L'ho visto proprio oggi, ed era da mesi che non guardavo un film, ed è interessante che tu l'abbia recensito proprio recentemente. Condivido ogni parola, ho apprezzato particolarmente questo discostarsi dalla "new wave" greca stilisticamente parlando, tra l'altro l'uso della macchina a spalla è fatto, come appunti, con un certo tecnicismo spesso coreografico, molto più armonico rispetto all'uso in altre opere come "Weekend" di Andrew Wright o "Till det som är vackert" di Lisa Langseth, dove l'uso che se ne fa è molto più morboso.
RispondiEliminaLa scena del canto in Chiesa tocca le viscere. Un cinema che urla l'umanità.
Strana coincidenza... comunque questo è un film con una sua potenza, prendiamo la scena dello sperma: se me la raccontassero senza vederla nel suo contesto direi che si tratta di una gratuità ostentata, invece nello spartito generale ci sta in modo naturale ed è una delle tante note amare della disperazione che vediamo.
RispondiEliminasì, e a proposito di atti sessuali, l'incontro con la sconosciuta è raggelante, ma quanto di più normale nello spettro delle emozioni borghesi. Ciò che sembra estremo e disumano è invece quanto di più ordinario nella nostra società. Fa malissimo, ma il protagonista costudisce una certa purezza e l'unica speranza diventa quel canarino che nutre. L'amore è avere cura del prossimo, bisognerebbe ripeterselo come un'omelia...
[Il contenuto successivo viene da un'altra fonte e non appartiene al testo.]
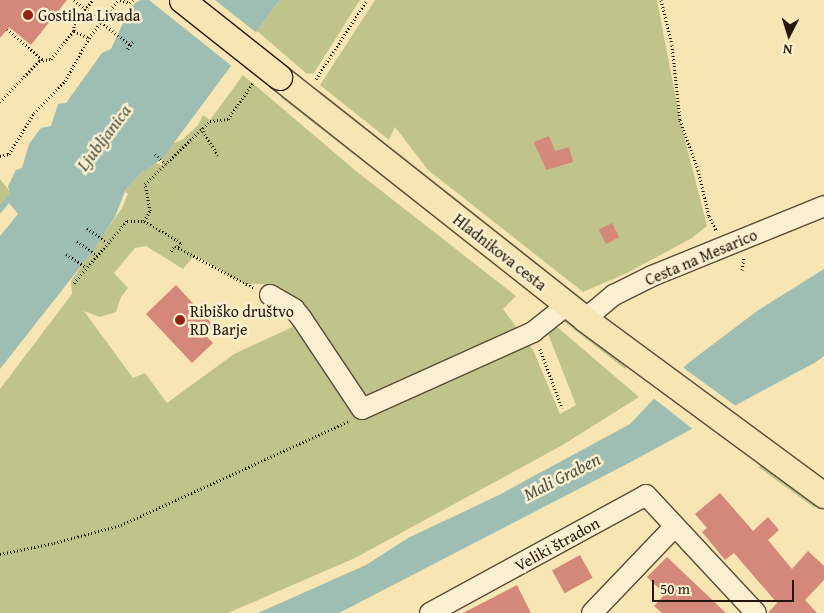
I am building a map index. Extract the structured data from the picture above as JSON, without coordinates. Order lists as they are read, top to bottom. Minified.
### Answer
{"streets":{"main road":["Hladnikova cesta"],"street":["Cesta na Mesarico","Veliki štradon"]},"crossings":[["Hladnikova cesta","Cesta na Mesarico"]],"water":["Ljubljanica","Mali Graben"],"places":["Gostilna Livada","Ribiško društvo RD Barje"],"scale_bar":"50 m","north":"bottom"}
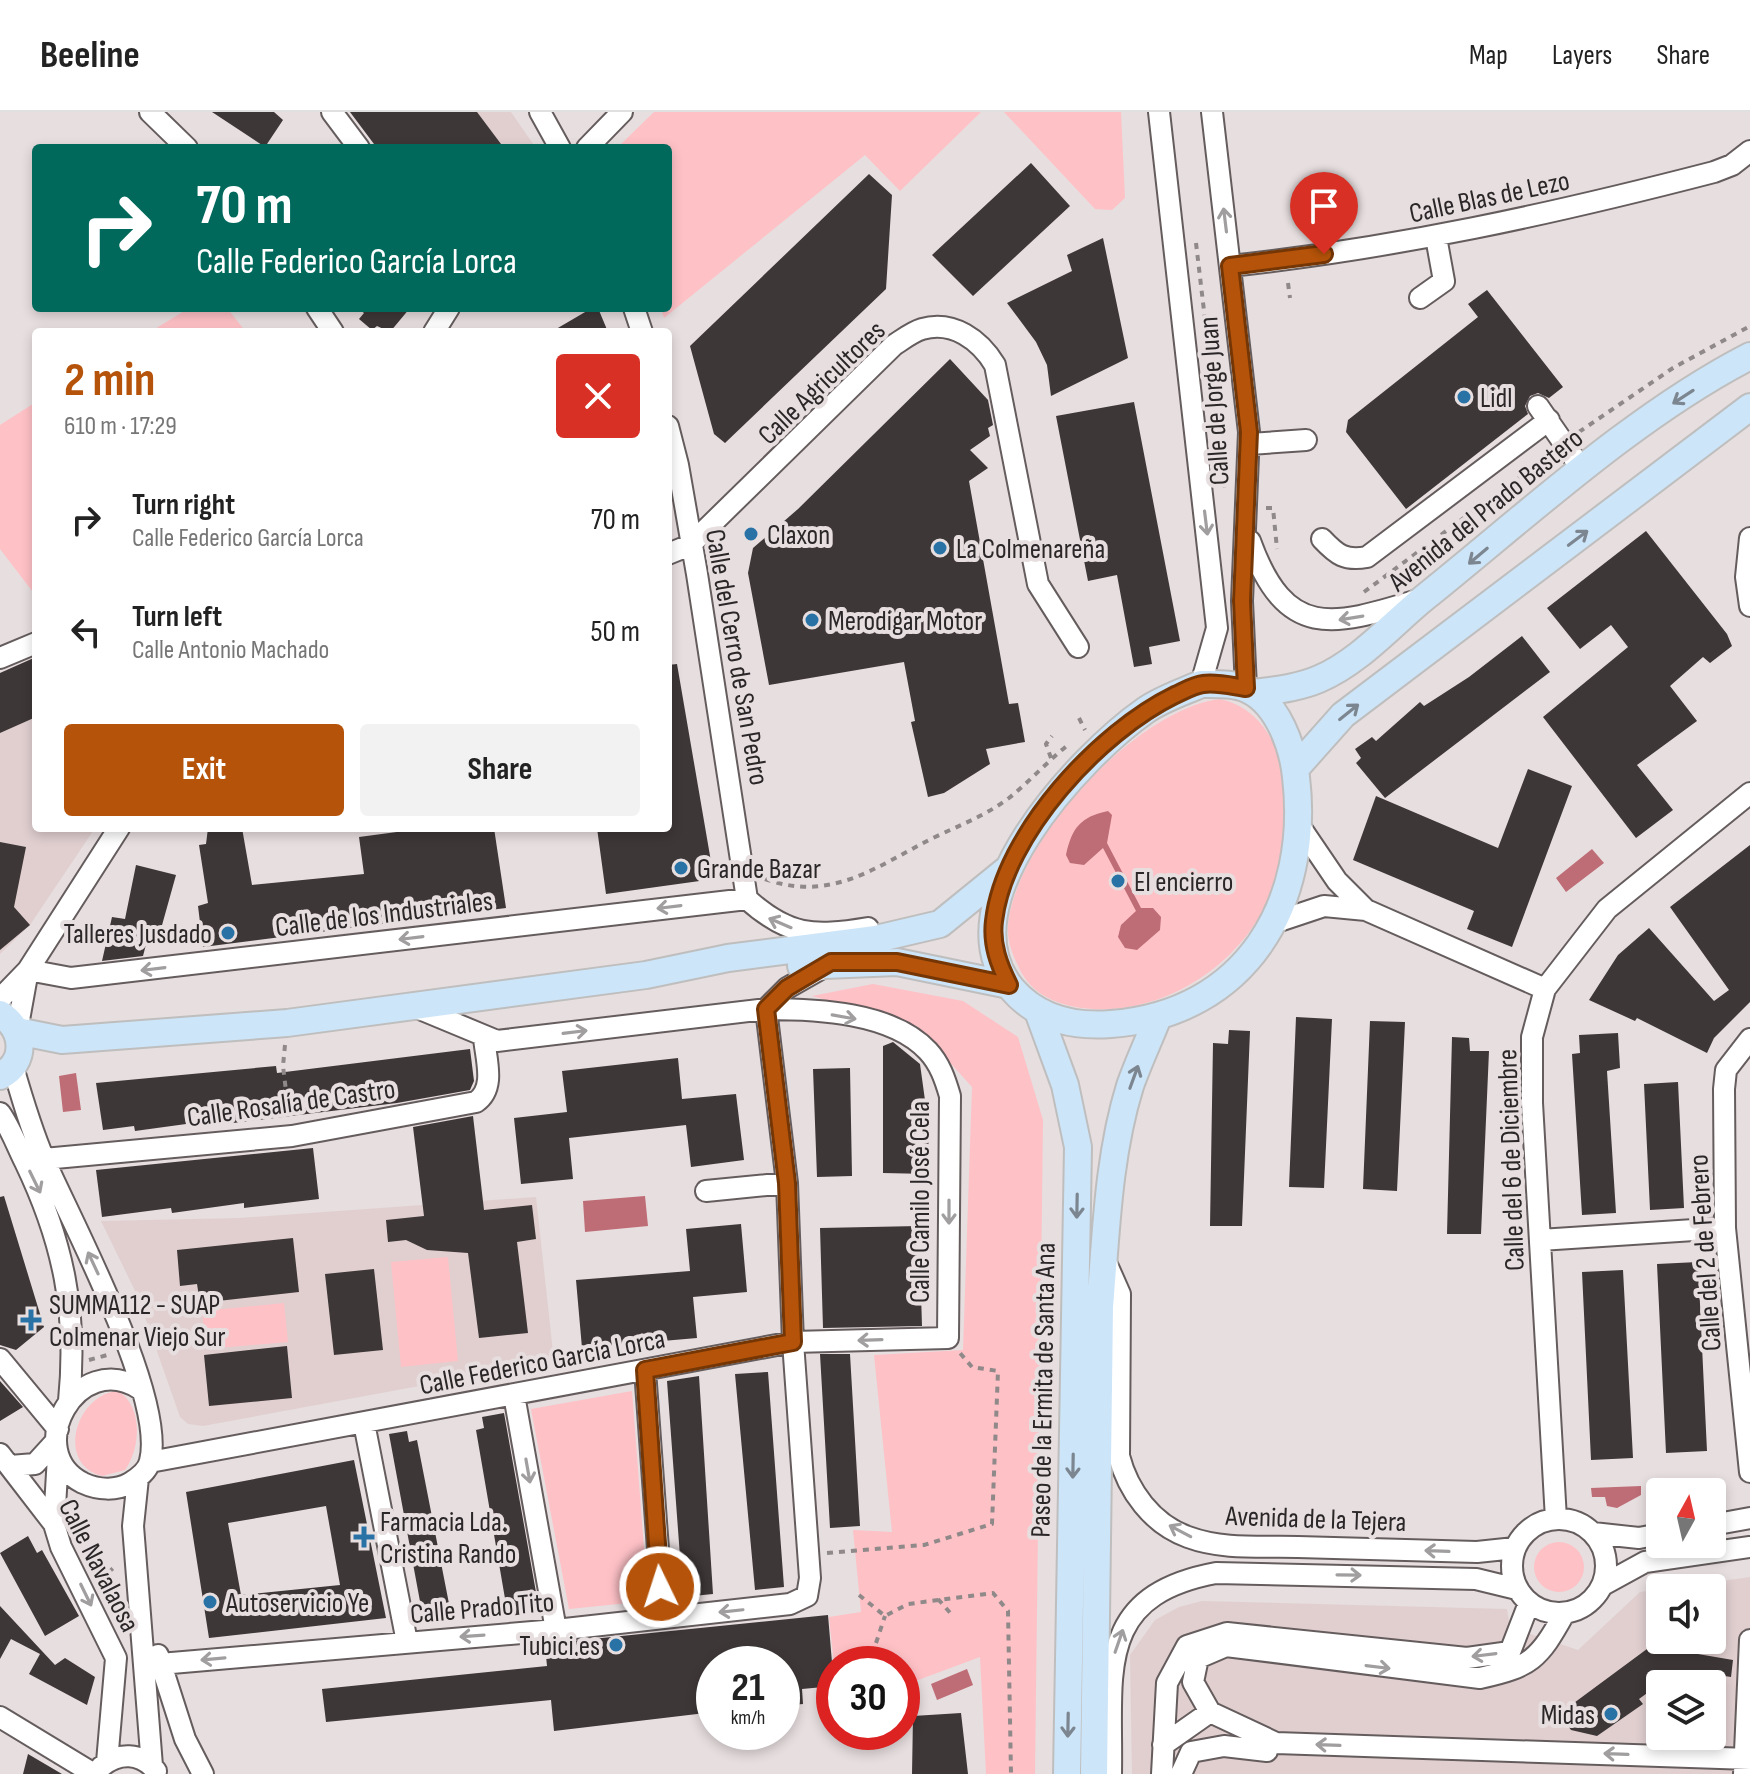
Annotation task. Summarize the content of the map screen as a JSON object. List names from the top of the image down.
{
  "streets": {
    "main road": ["Avenida del Prado Bastero", "Paseo de la Ermita de Santa Ana"],
    "street": [
      "Calle Blas de Lezo",
      "Calle Agricultores",
      "Calle de Jorge Juan",
      "Calle del Cerro de San Pedro",
      "Calle de los Industriales",
      "Calle Rosalía de Castro",
      "Calle del 6 de Diciembre",
      "Calle Camilo José Cela",
      "Calle del 2 de Febrero",
      "Calle Federico García Lorca",
      "Avenida de la Tejera",
      "Calle Navalaosa",
      "Calle Prado Tito"
    ]
  },
  "crossings": [
    ["Calle Blas de Lezo", "Calle de Jorge Juan"],
    ["Calle Agricultores", "Calle del Cerro de San Pedro"],
    ["Calle de Jorge Juan", "Avenida del Prado Bastero"],
    ["Calle del Cerro de San Pedro", "Calle de los Industriales"],
    ["Calle Rosalía de Castro", "Calle Camilo José Cela"],
    ["Calle del 6 de Diciembre", "Avenida de la Tejera"],
    ["Calle Camilo José Cela", "Calle Federico García Lorca"],
    ["Paseo de la Ermita de Santa Ana", "Avenida de la Tejera"]
  ],
  "one_way": ["Calle de los Industriales", "Calle Prado Tito"],
  "places": {
    "other": [
      "Lidl",
      "Claxon",
      "La Colmenareña",
      "Merodigar Motor",
      "Grande Bazar",
      "El encierro",
      "Talleres Jusdado",
      "Autoservicio Ye",
      "Tubici.es",
      "Midas"
    ],
    "health": ["SUMMA112 - SUAP Colmenar Viejo Sur", "Farmacia Lda. Cristina Rando"]
  },
  "north": "top",
  "page": {
    "header": "Beeline",
    "nav": ["Map", "Layers", "Share"],
    "turn": ["70 m", "Calle Federico García Lorca"],
    "heading": ["2 min", "610 m · 17:29"],
    "list": [
      {
        "name": "Turn right",
        "note": "Calle Federico García Lorca",
        "value": "70 m"
      },
      {
        "name": "Turn left",
        "note": "Calle Antonio Machado",
        "value": "50 m"
      }
    ],
    "buttons": ["Exit", "Share"],
    "speed": "21 km/h",
    "limit": "30"
  }
}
RispondiEliminaUn film potente sì, ed è interessante questo regista, ho letto che il film trae ispirazione da una novella di Hamsun, che non conoscevo. Ma pare che Lygizos abbia stravolto tutto giustamente.
Ho visto anche il corto "Agna niata" che ha girato nel 2004, abbastanza terrificante. Peccato che produca poco, speriamo riesca a donare altre opere, ha molto talento.